Kirra shook his head. "I'm afraid I don't know much, though I did hear some of your people were involved. Is that why you wanted to ask? If so, I'm told there are still some survivors in The Shade who might be able to tell you more."
"I am not looking for them, and I already have an associate who was meeting with those survivors," Bradeth replied solemnly. "I'm looking for a man named Grimfaeth. A Fedain."
Kirra's eyes widened. "I've heard of him, but not quite by that name. To my friend, he is known as Grim, which I assume is a shortened version of his name. I say assume, since I doubt there are two Fedain around here with similar names."
"Around here?" Bradeth echoed, leaning forward eagerly, "you know where he is?"
Kirra raised his hands to stop her, taking a step back and eyeing her warily, mistaking her eagerness for threat. "Calm down, he's a friend of my friend, and I won't have you going after him if you intend to cause him harm."
Bradeth glared at him. "Why in all the nine sacred mountains would I ever bring harm to the Chief of Lions?"
"I have no idea what you're talking about," Kirra said, "I simply wish to know why you want to find him."
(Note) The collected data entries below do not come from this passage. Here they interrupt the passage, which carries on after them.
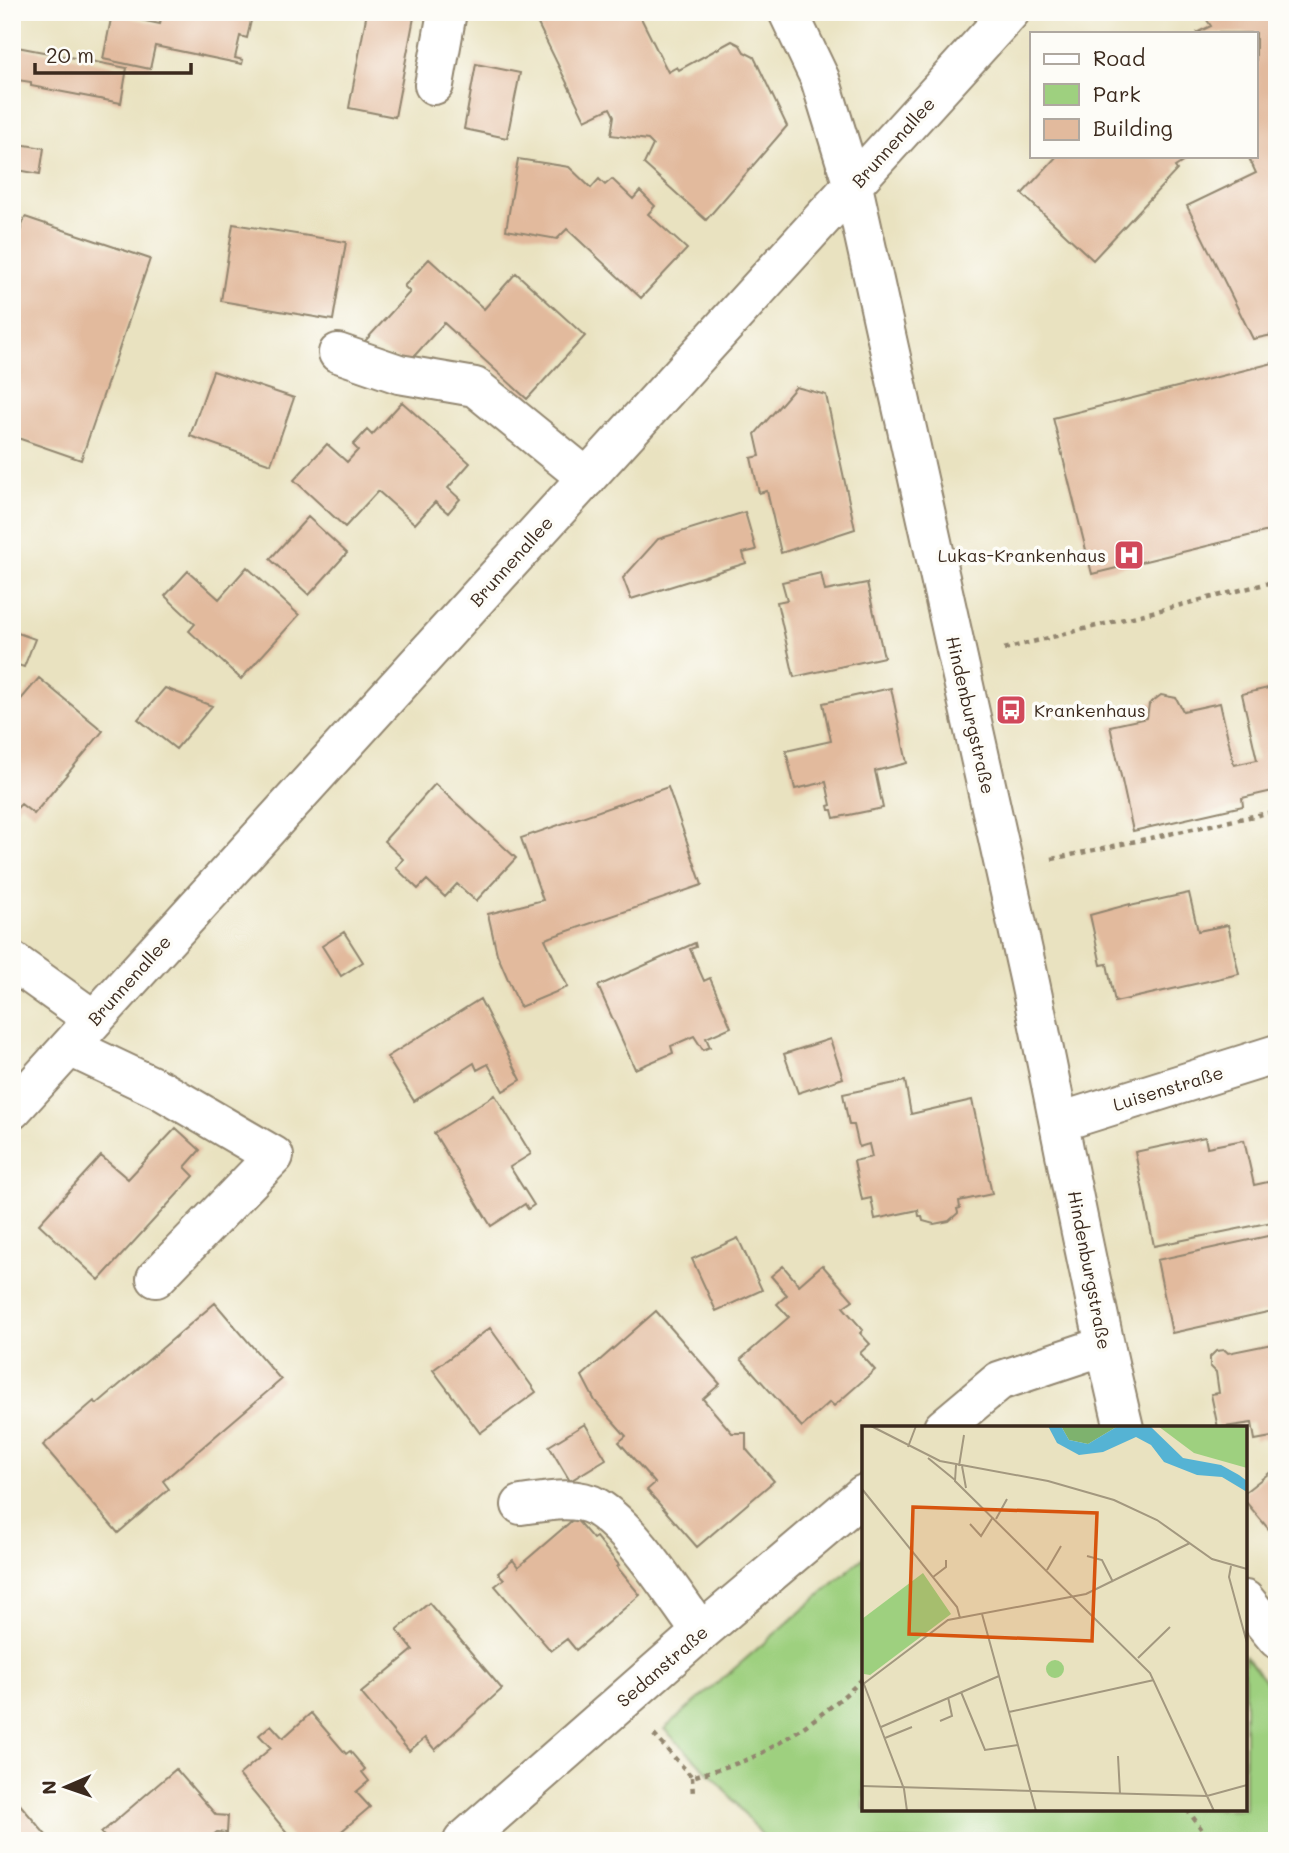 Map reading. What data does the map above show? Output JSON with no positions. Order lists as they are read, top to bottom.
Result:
{
  "streets": {
    "street": [
      "Brunnenallee",
      "Hindenburgstraße",
      "Luisenstraße",
      "Sedanstraße"
    ]
  },
  "crossings": [
    ["Brunnenallee", "Hindenburgstraße"],
    ["Hindenburgstraße", "Luisenstraße"]
  ],
  "places": {
    "hospital": ["Lukas-Krankenhaus"],
    "bus stop": ["Krankenhaus"]
  },
  "legend": ["Road", "Park", "Building"],
  "scale_bar": "20 m",
  "north": "left"
} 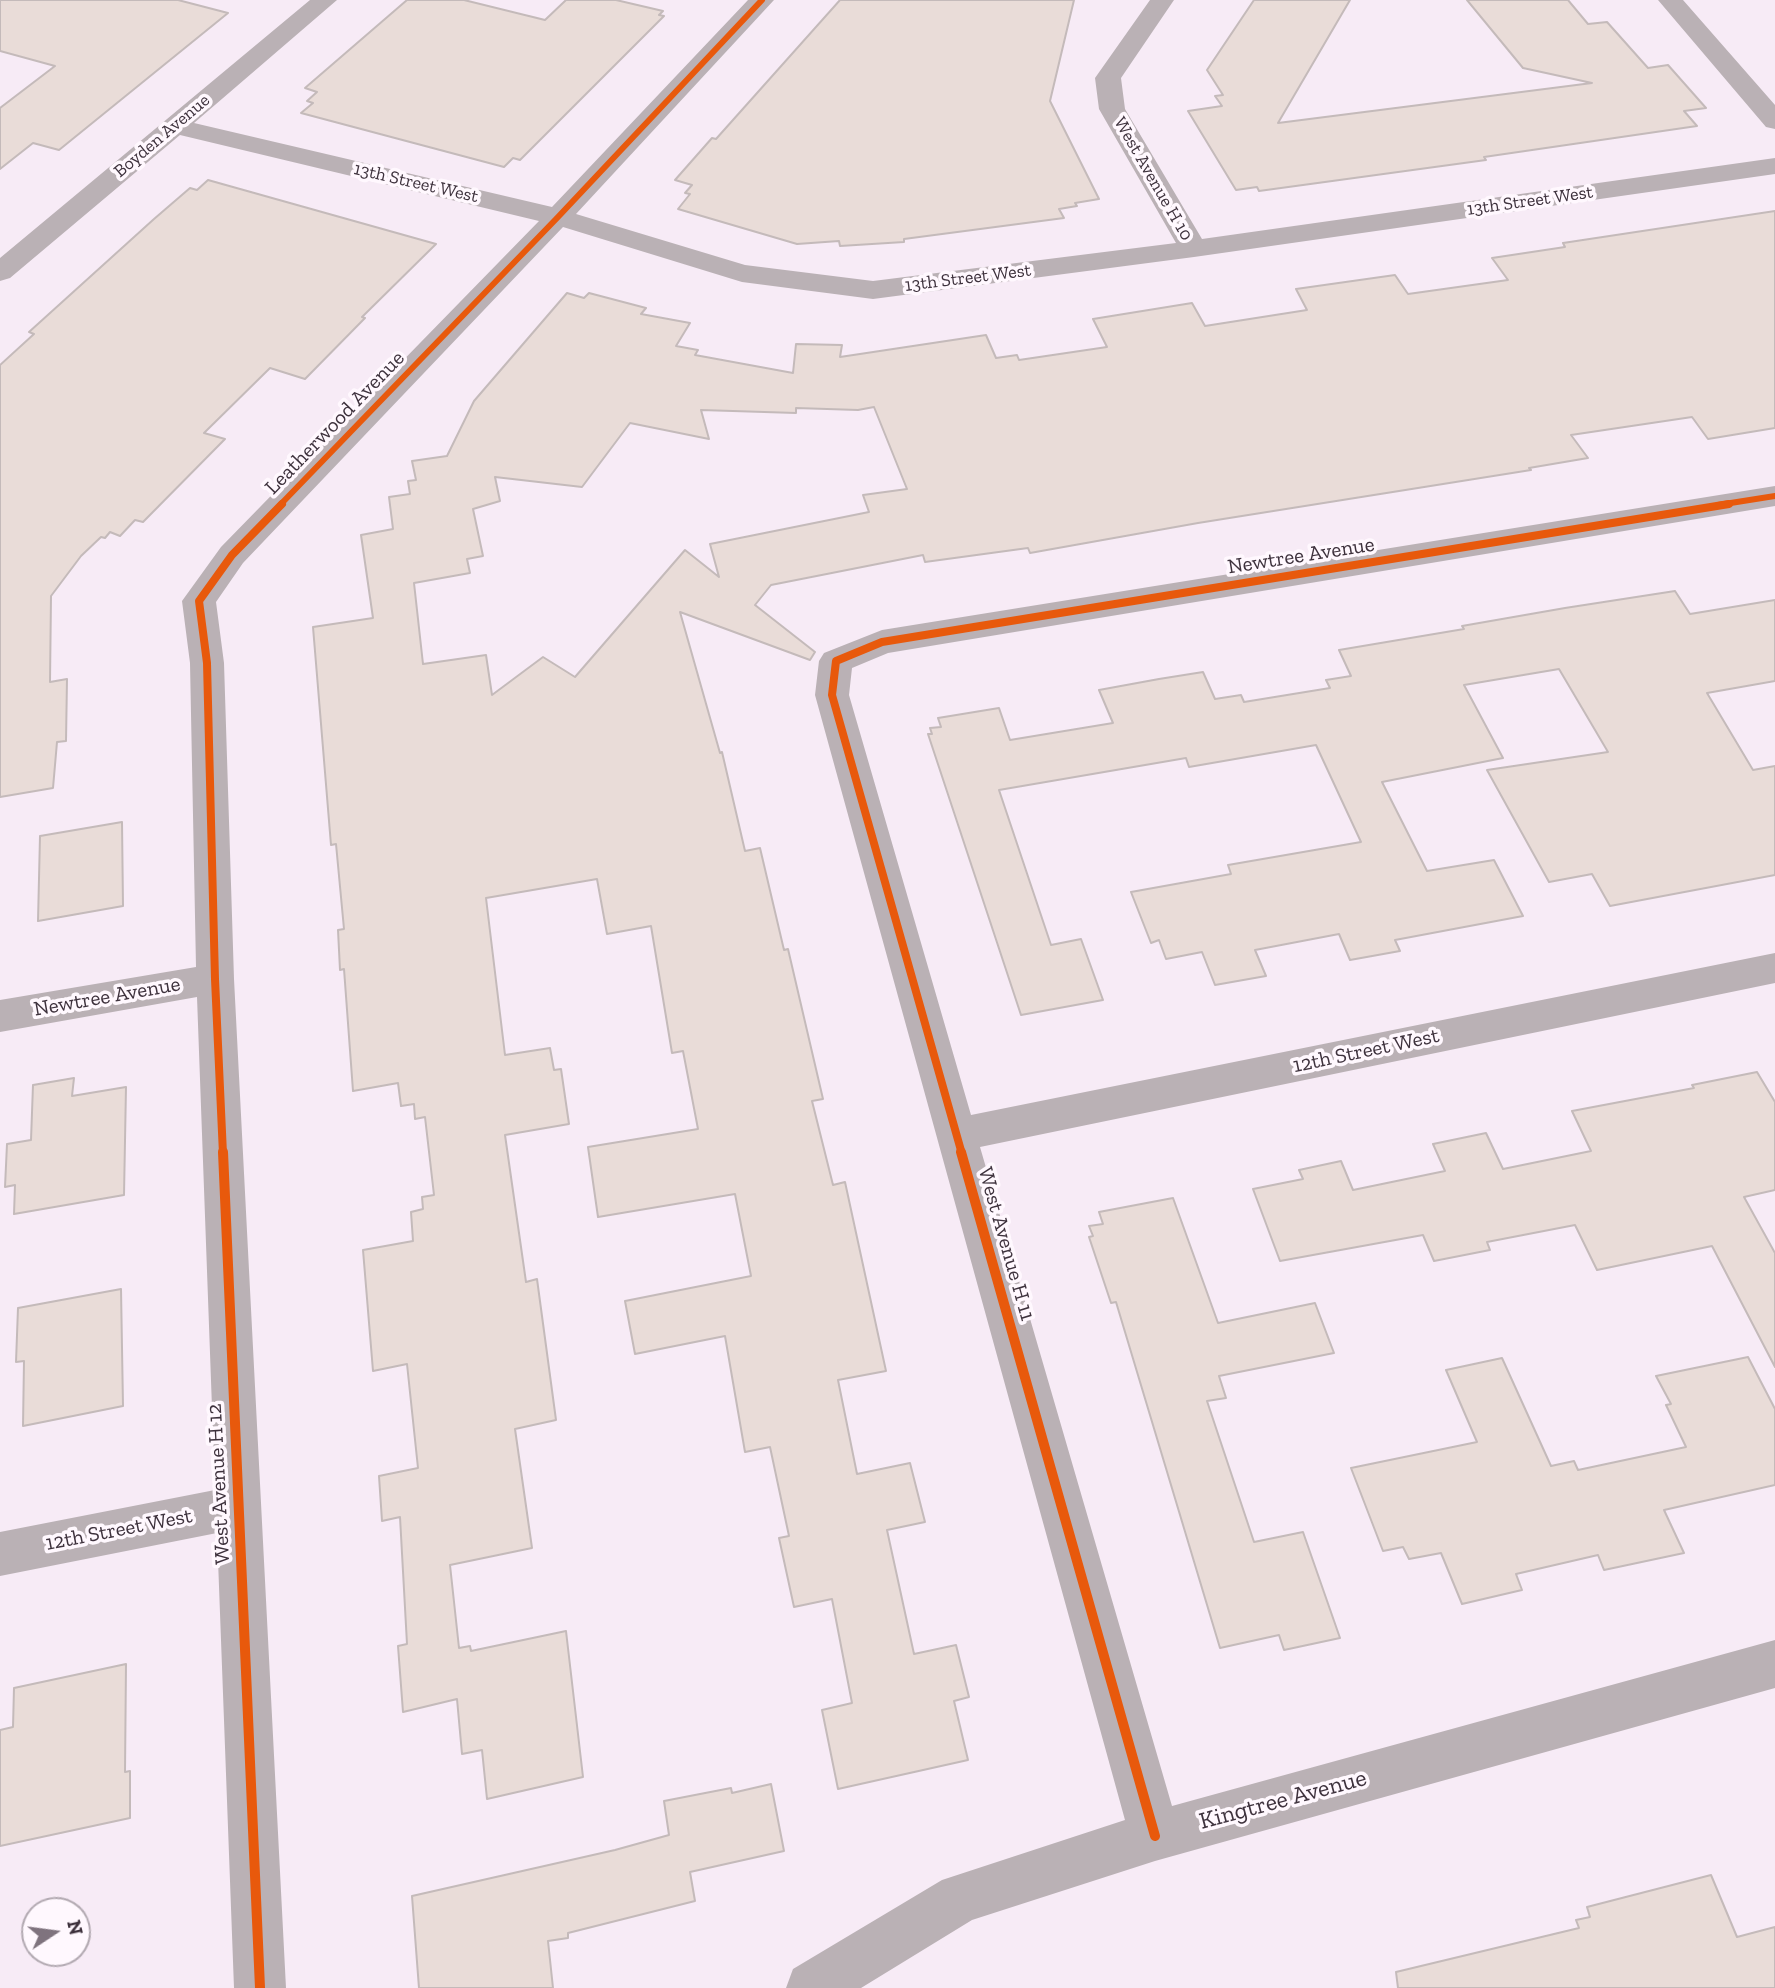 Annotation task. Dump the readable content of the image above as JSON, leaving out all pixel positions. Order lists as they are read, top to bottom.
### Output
{
  "streets": {
    "street": [
      "Boyden Avenue",
      "West Avenue H 10",
      "13th Street West",
      "Leatherwood Avenue",
      "Newtree Avenue",
      "12th Street West",
      "West Avenue H 11",
      "West Avenue H 12",
      "Kingtree Avenue"
    ]
  },
  "crossings": [
    ["Boyden Avenue", "13th Street West"],
    ["West Avenue H 10", "13th Street West"],
    ["13th Street West", "Leatherwood Avenue"],
    ["Leatherwood Avenue", "Newtree Avenue"],
    ["Leatherwood Avenue", "West Avenue H 12"],
    ["Newtree Avenue", "West Avenue H 11"],
    ["Newtree Avenue", "West Avenue H 12"],
    ["12th Street West", "West Avenue H 11"],
    ["12th Street West", "West Avenue H 12"],
    ["West Avenue H 11", "Kingtree Avenue"]
  ],
  "north": "right"
}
"That is none of your concern," Bradeth said, her eyes narrowing. "It is an internal Elrok matter, but I swear to you I mean no harm to him."
Kirra paused, considering her words before responding, "My commander fought alongside him. Or, at least that's what makes sense from what I know. I was told that she fought the demon with a Fedain, and you're looking for a Fedain associated with the same demon. If we find her, perhaps she can tell you what happened."
"Or perhaps we could go see your friend," Bradeth suggested, "unless your friend and your commander are one and the same."
Kirra shook his head. "My friend doesn't know where Grim is. Our mutual associate, Prism, told Styx— that would be my friend's name, by the way—that Grim needed to be freed from somewhere, but he didn't say where. That's all I know, but my commander may know more."
Bradeth growled and punched the wall in frustration. Her fist indented the clay bricks slightly. "Imprisoned?" She scoffed, growling heavily. "That means he's not even moving and still he escapes me. How can one man be so elusive that even the greatest hunters in the world can't catch him?"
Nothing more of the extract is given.